[Saved data entries]
^^^^^^^^

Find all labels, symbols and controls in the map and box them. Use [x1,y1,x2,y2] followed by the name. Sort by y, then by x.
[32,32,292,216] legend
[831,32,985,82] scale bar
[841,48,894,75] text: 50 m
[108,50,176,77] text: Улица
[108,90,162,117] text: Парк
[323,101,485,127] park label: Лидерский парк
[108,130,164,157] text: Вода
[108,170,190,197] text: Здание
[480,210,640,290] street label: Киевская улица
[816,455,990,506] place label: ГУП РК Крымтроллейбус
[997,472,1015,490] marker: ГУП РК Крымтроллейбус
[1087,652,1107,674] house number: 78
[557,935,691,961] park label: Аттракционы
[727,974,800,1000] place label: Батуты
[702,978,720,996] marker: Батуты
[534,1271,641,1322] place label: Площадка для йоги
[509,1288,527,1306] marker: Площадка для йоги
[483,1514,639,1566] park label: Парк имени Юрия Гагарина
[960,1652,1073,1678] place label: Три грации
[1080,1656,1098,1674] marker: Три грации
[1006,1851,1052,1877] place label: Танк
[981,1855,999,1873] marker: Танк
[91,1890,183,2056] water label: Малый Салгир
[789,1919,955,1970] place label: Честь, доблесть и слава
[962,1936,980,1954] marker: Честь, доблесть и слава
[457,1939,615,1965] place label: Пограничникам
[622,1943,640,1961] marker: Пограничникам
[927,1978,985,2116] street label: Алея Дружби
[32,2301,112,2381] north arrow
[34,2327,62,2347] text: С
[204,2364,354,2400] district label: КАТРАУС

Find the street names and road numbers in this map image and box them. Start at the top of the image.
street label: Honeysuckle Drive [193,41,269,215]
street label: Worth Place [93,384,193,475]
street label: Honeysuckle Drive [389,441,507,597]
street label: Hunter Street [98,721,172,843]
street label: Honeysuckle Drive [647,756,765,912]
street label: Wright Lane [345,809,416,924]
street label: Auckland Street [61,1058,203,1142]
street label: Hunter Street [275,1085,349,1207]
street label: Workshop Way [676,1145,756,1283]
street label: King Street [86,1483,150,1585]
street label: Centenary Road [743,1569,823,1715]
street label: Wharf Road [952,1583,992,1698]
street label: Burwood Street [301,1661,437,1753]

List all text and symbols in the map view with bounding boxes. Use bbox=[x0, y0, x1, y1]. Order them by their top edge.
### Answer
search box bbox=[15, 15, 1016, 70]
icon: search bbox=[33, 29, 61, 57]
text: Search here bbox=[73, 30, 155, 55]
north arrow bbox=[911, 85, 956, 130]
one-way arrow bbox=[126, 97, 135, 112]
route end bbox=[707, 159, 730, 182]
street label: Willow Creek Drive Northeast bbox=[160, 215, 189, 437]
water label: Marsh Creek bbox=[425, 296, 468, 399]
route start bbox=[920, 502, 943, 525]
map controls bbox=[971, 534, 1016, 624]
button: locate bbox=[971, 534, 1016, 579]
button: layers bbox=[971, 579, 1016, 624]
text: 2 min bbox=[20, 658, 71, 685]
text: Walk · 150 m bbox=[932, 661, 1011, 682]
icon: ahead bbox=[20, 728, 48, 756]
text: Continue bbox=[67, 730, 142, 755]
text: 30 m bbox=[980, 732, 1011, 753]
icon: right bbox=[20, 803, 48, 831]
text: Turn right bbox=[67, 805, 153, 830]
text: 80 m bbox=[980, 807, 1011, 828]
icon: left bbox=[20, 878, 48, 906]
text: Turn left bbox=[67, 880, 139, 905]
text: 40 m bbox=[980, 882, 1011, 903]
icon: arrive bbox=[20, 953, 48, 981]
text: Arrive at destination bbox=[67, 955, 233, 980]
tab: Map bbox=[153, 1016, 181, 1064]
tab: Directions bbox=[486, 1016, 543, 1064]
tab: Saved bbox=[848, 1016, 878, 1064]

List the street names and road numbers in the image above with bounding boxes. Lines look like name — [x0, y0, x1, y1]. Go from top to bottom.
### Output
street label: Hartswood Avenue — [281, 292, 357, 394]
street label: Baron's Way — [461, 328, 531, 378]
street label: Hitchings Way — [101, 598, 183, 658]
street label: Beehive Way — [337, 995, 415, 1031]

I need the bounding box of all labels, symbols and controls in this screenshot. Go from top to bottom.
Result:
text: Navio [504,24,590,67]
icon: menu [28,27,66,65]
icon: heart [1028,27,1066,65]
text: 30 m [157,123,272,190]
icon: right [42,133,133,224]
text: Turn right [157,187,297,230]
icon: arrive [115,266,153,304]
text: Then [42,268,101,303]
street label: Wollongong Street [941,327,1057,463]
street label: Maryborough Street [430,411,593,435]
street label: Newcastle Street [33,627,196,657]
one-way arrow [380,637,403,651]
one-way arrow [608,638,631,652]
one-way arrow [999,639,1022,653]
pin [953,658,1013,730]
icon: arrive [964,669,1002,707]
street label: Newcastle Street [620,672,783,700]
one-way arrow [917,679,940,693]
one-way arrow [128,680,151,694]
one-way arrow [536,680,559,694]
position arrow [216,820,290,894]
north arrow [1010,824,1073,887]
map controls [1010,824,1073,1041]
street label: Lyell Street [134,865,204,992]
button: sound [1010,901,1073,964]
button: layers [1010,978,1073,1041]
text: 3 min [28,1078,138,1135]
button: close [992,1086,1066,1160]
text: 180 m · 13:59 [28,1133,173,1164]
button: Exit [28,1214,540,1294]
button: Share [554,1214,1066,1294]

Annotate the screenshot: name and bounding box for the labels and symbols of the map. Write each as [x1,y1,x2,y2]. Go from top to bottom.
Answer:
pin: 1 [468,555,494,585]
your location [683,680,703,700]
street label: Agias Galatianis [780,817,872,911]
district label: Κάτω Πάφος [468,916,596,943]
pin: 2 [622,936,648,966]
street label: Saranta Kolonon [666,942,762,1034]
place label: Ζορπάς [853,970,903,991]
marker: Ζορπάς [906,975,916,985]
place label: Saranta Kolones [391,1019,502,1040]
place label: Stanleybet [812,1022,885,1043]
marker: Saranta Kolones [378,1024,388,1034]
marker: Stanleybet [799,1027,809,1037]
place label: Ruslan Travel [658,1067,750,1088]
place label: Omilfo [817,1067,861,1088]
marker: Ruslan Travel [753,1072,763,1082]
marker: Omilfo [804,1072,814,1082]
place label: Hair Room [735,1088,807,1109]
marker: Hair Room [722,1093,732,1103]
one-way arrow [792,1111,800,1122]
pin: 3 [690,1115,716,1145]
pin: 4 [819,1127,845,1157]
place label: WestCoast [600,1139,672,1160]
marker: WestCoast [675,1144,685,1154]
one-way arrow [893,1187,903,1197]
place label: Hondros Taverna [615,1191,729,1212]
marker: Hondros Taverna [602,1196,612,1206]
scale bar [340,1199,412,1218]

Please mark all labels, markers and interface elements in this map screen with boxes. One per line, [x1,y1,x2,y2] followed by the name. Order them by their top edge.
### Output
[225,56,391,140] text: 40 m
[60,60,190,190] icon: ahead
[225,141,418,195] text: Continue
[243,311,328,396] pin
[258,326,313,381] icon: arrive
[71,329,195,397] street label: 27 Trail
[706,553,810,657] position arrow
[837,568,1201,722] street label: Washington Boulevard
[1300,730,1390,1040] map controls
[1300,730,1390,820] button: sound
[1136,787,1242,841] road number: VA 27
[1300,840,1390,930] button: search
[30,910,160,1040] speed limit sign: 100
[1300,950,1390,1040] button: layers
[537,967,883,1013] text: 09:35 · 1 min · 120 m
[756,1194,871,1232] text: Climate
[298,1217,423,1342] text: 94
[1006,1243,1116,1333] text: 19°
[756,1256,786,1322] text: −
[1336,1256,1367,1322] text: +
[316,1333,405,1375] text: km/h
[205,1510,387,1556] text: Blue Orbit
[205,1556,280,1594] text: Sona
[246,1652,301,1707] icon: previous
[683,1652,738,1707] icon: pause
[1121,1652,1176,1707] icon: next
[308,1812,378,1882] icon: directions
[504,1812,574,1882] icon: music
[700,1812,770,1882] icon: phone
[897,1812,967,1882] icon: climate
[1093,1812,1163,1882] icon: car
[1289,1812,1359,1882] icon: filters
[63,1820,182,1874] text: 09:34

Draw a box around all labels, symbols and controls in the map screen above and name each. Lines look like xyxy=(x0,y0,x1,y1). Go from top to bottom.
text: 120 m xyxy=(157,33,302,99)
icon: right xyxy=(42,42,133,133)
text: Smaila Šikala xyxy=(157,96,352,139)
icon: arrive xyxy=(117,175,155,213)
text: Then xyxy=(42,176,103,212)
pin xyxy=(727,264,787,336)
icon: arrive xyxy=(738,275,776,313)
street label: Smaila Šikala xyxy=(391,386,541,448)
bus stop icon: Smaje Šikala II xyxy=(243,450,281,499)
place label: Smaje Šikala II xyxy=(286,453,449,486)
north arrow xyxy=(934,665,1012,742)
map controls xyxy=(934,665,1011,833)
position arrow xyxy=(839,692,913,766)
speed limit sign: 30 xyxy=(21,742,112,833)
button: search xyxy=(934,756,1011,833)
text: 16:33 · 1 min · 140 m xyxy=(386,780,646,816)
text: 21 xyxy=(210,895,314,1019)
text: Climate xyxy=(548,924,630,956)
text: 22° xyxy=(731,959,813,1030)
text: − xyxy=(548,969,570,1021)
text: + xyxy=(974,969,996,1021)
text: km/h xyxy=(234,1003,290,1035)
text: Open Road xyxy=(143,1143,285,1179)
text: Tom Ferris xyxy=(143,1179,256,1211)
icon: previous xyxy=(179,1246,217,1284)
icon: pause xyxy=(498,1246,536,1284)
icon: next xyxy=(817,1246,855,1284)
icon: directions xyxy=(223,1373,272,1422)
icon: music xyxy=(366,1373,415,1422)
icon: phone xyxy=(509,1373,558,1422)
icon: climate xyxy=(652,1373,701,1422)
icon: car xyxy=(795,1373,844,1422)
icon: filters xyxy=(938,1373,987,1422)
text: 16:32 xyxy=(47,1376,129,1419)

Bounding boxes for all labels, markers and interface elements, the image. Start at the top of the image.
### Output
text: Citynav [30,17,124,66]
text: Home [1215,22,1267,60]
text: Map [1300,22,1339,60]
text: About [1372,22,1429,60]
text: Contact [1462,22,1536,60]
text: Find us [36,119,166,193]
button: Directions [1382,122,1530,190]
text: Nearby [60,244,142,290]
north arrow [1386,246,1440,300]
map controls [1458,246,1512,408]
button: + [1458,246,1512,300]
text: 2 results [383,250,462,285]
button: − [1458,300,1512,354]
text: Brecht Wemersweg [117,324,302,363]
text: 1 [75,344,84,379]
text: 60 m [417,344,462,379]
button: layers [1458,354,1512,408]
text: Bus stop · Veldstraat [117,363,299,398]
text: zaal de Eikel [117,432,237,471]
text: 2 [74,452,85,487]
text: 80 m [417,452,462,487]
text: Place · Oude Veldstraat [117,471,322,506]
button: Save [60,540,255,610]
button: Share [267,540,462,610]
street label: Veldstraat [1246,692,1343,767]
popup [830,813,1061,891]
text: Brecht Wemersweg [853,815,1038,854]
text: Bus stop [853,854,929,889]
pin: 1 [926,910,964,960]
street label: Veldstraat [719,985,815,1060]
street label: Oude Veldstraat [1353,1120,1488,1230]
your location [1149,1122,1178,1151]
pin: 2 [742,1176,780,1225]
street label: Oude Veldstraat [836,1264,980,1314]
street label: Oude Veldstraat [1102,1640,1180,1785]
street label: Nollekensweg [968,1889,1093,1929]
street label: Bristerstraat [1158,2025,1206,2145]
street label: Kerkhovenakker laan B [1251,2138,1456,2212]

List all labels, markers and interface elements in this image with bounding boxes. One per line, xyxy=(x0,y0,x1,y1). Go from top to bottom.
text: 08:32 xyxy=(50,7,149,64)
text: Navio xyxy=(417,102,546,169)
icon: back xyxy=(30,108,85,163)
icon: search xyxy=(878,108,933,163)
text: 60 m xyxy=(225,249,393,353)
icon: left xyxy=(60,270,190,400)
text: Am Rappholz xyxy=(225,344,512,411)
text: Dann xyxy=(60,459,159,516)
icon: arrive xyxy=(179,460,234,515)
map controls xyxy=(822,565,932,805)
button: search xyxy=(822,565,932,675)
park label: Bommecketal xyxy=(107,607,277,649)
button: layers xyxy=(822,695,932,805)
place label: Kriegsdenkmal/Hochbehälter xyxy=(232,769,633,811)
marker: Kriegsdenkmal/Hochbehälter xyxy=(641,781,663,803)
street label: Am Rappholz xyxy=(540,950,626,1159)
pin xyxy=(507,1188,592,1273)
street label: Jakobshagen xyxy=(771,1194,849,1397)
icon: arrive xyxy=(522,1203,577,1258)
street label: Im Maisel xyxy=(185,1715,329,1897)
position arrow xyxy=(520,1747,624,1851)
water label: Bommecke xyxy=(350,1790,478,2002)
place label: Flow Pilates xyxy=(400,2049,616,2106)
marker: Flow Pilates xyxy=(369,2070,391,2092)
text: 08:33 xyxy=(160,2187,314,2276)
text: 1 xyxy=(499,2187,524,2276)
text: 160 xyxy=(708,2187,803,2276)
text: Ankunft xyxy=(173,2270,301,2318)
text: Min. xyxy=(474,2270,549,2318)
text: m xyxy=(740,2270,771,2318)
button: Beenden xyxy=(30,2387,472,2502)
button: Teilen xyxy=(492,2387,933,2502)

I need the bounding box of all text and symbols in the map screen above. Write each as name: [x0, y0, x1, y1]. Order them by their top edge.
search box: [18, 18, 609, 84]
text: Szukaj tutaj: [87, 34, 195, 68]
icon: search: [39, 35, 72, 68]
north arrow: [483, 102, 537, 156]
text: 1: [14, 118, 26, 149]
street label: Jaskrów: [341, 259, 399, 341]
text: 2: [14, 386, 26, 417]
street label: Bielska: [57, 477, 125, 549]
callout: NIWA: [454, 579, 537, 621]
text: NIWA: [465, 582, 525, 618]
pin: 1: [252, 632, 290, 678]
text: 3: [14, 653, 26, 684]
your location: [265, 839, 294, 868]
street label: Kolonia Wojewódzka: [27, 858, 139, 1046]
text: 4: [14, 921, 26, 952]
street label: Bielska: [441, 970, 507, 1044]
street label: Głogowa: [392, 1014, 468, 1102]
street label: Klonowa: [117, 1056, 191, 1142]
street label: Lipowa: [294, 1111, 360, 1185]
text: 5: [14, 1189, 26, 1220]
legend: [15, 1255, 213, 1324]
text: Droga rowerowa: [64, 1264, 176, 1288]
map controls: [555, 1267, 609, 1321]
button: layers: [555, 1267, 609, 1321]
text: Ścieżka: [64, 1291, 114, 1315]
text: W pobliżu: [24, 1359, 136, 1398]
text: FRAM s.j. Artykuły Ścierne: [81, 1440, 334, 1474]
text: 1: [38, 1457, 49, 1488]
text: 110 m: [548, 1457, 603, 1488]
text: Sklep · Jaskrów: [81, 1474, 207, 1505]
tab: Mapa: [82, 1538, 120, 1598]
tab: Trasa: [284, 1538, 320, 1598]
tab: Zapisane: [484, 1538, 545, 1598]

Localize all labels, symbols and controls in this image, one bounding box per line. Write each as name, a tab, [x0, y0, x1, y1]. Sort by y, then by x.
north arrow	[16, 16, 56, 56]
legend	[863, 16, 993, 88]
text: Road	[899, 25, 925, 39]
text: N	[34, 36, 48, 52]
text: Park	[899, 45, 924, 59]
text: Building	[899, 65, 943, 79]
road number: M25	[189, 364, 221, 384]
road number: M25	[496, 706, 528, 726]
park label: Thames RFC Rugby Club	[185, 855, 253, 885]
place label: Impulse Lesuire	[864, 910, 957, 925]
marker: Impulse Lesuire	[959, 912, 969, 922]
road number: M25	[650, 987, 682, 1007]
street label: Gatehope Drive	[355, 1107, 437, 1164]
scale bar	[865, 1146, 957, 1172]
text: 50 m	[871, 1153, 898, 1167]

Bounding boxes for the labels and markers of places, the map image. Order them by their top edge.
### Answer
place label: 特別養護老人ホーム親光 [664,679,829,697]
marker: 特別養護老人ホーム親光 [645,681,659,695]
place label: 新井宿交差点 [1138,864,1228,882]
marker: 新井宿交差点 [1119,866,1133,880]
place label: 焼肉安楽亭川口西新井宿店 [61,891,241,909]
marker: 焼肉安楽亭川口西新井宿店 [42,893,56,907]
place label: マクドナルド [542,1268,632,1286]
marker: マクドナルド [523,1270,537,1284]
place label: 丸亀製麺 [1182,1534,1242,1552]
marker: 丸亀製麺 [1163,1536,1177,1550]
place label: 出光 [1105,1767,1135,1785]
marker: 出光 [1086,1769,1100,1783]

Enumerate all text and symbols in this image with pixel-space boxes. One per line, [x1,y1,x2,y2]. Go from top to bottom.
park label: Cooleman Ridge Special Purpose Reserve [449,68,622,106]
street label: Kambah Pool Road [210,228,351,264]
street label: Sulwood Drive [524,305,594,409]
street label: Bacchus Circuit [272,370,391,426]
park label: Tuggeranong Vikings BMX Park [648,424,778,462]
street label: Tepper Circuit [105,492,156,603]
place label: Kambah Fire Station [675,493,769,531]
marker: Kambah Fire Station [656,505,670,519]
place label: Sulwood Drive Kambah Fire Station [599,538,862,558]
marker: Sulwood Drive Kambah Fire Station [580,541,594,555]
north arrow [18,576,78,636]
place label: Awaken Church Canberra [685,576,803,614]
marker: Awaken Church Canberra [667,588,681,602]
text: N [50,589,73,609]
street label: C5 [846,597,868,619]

^^^^^^^^

### Problem details
Going through the entries above, show each line that contains "Hunter".

### Solution below
street label: Hunter Street [98,721,172,843]
street label: Hunter Street [275,1085,349,1207]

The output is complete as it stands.